→ **Assignment**:
Lines from the material below that hold the string "cover" are what is needed; copy each of them.

→ **Material for the task**:

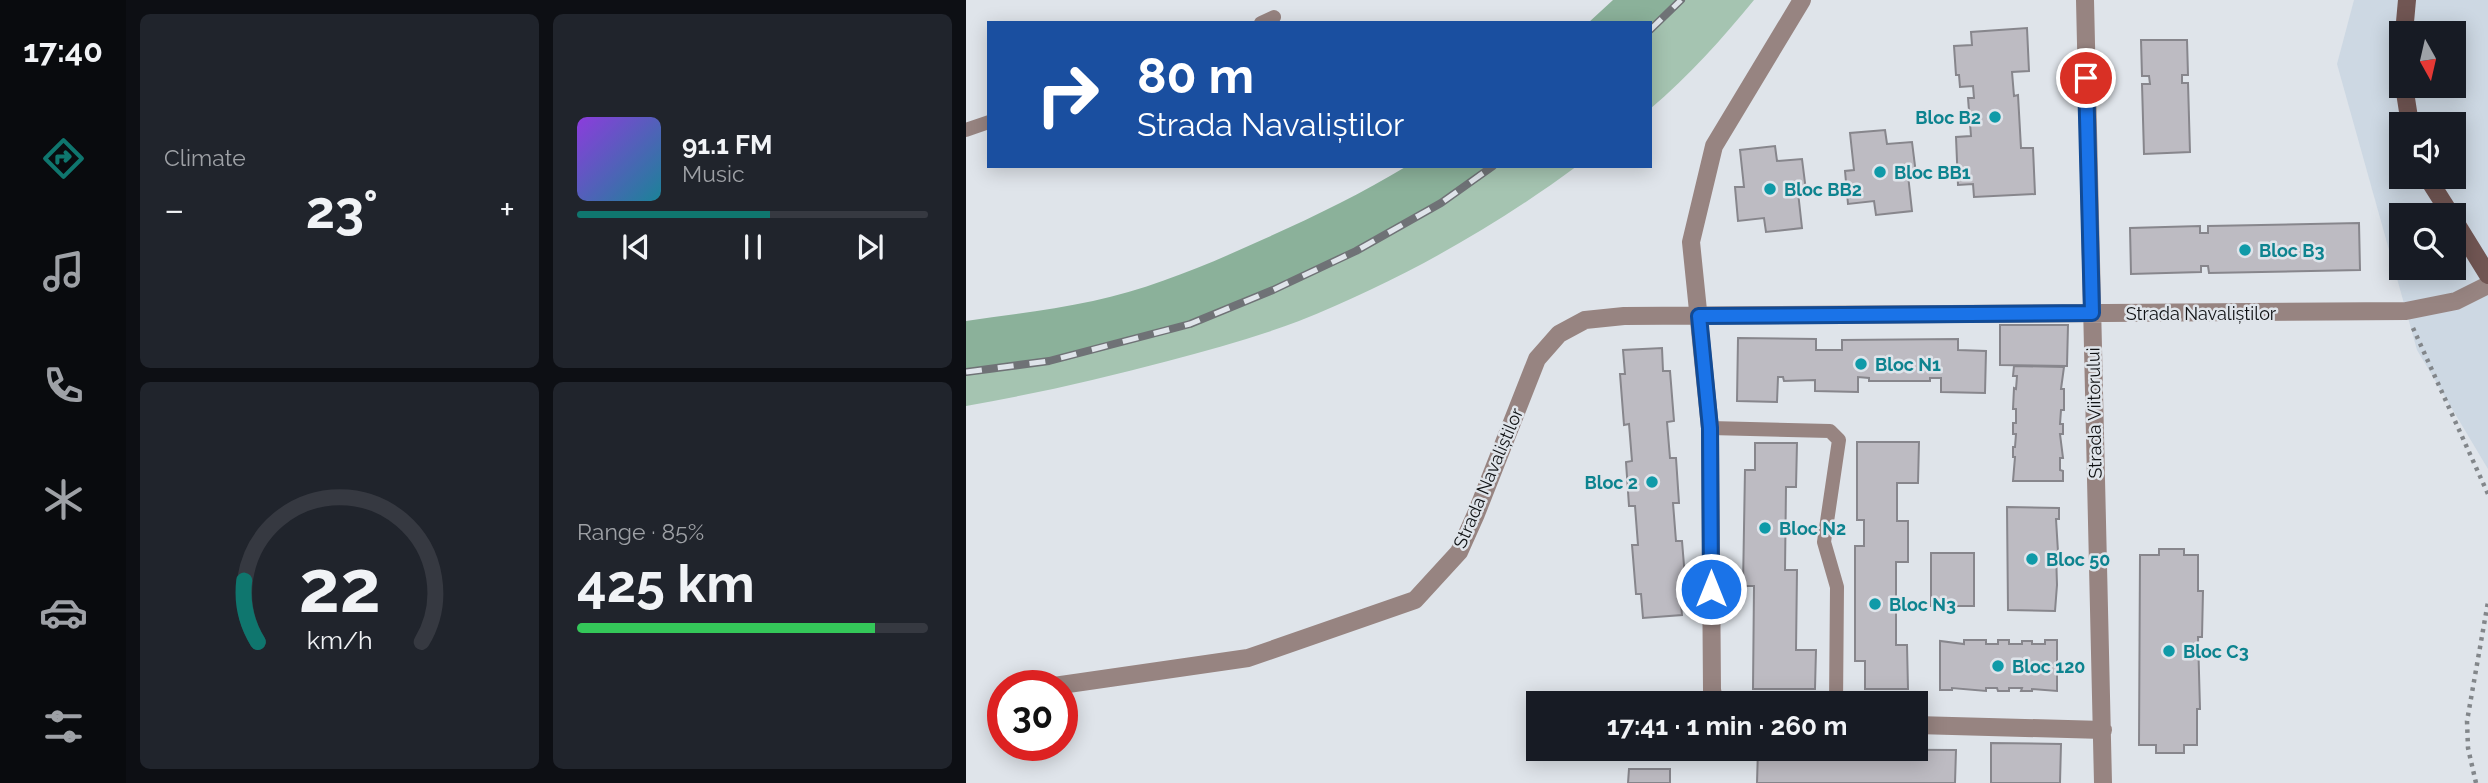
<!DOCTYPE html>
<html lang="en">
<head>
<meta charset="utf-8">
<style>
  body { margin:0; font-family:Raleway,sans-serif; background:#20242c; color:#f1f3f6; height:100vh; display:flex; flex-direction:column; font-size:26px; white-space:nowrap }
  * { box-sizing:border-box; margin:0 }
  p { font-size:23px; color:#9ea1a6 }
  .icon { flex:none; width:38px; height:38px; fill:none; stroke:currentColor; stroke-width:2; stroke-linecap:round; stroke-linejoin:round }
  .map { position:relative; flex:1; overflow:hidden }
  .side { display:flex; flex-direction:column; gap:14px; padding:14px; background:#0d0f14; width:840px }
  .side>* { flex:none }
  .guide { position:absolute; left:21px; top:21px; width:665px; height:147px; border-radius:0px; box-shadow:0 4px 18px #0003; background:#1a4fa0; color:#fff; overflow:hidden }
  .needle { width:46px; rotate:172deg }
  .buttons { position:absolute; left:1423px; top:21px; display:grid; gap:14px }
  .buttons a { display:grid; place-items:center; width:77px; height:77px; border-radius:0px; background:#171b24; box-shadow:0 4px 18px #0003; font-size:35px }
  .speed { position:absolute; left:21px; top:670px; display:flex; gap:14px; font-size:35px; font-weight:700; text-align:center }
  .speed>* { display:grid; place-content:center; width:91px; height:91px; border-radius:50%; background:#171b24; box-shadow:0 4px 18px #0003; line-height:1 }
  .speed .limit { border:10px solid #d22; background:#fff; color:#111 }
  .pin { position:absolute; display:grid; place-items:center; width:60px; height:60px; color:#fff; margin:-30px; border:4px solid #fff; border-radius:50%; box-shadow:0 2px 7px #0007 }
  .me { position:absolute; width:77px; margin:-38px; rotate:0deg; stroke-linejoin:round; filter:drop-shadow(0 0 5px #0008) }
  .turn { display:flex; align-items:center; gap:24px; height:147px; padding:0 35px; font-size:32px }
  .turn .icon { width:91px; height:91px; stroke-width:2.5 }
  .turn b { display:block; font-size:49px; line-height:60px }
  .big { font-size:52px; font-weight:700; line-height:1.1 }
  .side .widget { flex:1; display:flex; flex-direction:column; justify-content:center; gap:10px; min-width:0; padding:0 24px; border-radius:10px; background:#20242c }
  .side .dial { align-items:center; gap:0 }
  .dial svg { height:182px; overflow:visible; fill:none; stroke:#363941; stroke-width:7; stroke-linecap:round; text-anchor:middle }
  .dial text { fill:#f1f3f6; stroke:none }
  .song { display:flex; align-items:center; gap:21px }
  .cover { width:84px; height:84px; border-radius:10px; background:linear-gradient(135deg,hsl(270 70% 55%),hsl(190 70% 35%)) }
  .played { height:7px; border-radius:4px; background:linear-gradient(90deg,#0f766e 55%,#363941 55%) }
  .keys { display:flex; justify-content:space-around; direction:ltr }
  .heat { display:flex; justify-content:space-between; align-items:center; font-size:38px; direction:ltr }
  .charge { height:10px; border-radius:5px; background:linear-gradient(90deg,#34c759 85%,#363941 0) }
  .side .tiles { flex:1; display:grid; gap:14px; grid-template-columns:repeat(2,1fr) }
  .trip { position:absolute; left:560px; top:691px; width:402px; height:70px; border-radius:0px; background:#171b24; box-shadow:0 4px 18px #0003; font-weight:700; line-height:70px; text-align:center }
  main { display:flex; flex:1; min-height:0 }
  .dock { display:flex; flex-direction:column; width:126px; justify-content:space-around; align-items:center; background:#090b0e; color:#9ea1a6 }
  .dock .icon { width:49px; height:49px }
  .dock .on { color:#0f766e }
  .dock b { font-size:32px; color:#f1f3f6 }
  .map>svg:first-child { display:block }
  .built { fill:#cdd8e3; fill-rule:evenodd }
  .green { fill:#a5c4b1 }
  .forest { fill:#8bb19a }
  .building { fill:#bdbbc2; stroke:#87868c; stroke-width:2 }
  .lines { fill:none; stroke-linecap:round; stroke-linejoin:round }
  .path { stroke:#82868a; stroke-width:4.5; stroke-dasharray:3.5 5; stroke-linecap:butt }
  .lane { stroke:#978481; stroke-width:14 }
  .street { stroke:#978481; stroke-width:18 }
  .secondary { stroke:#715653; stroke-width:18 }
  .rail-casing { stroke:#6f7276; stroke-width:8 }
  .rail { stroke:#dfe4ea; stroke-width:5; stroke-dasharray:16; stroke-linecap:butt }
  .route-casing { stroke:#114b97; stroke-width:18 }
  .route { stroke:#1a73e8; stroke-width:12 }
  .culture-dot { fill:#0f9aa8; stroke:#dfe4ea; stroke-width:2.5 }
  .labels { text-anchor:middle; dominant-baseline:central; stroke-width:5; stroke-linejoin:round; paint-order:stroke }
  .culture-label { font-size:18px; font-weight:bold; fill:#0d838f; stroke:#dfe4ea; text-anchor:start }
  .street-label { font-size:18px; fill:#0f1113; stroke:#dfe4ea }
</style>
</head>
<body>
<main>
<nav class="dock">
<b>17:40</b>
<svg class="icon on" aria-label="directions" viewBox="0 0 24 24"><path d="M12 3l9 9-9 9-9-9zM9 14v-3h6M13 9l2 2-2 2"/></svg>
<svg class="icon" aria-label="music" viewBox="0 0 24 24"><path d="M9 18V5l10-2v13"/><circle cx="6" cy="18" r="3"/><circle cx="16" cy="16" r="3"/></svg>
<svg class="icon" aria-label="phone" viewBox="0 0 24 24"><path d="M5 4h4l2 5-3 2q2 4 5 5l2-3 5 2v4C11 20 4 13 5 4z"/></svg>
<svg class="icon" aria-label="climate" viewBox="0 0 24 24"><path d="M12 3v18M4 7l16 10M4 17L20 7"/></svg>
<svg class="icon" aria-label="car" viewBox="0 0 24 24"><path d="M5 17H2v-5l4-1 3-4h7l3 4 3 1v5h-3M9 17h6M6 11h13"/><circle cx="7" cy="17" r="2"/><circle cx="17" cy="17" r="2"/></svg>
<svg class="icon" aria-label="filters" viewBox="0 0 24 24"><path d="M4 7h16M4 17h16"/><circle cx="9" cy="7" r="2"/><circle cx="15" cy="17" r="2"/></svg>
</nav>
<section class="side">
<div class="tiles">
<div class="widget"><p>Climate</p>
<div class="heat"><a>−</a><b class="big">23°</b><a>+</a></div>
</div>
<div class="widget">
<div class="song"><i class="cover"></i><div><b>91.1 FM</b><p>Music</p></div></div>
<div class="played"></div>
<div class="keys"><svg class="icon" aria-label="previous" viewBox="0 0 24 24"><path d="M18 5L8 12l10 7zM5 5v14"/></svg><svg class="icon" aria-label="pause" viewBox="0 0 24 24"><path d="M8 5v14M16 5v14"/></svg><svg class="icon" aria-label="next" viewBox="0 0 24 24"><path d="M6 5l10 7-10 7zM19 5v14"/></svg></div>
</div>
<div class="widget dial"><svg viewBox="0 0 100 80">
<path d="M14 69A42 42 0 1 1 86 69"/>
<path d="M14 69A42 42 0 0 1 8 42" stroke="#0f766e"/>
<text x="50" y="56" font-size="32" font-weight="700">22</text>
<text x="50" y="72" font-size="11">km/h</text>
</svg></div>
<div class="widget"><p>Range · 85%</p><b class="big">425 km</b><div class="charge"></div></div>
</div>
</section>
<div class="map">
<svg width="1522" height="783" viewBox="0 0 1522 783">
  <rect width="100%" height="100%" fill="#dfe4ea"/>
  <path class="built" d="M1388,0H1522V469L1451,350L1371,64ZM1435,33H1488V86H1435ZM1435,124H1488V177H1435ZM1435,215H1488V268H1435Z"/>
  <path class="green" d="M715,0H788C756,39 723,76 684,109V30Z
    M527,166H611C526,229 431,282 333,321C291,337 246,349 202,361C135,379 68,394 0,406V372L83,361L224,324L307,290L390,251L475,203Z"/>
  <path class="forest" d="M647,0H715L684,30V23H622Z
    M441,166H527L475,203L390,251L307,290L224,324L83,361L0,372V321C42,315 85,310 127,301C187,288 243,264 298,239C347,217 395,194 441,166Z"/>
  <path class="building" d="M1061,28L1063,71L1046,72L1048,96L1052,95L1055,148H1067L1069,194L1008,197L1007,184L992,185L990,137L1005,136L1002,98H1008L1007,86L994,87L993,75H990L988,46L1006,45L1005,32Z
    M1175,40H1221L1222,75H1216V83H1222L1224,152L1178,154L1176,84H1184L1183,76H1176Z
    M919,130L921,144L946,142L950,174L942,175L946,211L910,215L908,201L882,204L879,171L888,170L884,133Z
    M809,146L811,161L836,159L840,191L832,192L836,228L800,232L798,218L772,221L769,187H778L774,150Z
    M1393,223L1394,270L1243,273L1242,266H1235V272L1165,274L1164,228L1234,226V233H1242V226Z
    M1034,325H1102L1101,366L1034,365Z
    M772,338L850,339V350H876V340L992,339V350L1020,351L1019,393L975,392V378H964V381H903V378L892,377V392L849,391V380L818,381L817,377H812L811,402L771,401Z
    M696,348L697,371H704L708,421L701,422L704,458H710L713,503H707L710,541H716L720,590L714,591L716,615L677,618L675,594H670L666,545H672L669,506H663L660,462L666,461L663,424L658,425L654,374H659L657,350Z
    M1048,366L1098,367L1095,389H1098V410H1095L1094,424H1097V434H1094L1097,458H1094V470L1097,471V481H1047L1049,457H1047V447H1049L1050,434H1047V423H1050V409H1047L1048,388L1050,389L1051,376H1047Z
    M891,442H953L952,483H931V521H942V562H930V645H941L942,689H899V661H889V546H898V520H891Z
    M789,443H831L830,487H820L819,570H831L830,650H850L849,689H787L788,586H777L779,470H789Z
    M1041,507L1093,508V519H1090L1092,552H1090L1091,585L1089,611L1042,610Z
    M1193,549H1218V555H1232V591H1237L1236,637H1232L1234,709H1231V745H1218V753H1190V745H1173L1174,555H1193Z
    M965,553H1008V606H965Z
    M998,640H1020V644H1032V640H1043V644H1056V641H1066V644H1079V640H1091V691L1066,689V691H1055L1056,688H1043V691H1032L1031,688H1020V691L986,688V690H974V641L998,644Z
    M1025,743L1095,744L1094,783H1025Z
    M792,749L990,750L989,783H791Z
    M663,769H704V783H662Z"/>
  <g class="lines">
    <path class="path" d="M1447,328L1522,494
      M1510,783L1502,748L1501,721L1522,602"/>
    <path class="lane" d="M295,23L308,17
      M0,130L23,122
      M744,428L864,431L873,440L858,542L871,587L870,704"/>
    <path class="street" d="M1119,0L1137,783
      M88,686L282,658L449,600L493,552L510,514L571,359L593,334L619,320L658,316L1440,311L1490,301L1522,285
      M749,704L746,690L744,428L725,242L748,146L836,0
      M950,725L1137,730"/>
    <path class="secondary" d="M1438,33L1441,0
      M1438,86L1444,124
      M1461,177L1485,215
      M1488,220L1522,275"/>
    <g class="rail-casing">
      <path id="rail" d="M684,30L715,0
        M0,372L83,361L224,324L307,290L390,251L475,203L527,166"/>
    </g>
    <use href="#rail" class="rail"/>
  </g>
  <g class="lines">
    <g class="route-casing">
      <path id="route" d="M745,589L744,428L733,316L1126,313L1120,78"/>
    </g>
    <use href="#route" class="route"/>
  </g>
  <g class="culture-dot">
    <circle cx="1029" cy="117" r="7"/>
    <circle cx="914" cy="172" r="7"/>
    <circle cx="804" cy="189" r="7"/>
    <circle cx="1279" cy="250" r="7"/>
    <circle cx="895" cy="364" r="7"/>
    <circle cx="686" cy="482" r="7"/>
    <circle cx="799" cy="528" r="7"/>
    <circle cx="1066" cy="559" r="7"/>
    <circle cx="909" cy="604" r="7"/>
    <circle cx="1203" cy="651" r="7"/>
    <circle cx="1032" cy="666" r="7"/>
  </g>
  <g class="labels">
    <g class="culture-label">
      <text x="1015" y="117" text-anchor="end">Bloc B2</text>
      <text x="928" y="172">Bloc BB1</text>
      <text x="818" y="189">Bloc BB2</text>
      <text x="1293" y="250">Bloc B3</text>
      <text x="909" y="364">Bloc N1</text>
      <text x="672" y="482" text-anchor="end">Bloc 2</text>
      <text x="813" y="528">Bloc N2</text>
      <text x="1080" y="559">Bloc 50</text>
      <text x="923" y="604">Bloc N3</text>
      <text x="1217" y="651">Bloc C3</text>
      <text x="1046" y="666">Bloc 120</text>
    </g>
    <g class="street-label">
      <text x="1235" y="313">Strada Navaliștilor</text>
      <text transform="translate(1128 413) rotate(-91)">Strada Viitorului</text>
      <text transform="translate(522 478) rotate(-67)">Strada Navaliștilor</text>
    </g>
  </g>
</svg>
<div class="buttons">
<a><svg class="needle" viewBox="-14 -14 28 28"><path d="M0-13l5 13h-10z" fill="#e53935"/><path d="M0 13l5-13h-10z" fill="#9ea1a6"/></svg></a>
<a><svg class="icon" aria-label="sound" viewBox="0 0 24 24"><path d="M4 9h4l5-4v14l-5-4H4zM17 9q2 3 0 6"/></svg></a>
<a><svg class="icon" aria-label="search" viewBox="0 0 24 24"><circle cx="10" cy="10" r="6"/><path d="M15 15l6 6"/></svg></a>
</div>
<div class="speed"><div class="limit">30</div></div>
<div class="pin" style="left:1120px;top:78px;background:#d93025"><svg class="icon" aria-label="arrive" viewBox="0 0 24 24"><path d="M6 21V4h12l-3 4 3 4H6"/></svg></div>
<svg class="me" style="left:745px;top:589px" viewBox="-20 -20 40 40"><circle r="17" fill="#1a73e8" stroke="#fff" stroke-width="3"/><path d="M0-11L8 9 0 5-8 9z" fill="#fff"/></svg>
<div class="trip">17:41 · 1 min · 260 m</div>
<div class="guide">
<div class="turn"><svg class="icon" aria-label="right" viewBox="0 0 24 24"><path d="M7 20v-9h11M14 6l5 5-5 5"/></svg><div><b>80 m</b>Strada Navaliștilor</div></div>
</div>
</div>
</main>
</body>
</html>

→ **Expected answer**:
  .cover { width:84px; height:84px; border-radius:10px; background:linear-gradient(135deg,hsl(270 70% 55%),hsl(190 70% 35%)) }
<div class="song"><i class="cover"></i><div><b>91.1 FM</b><p>Music</p></div></div>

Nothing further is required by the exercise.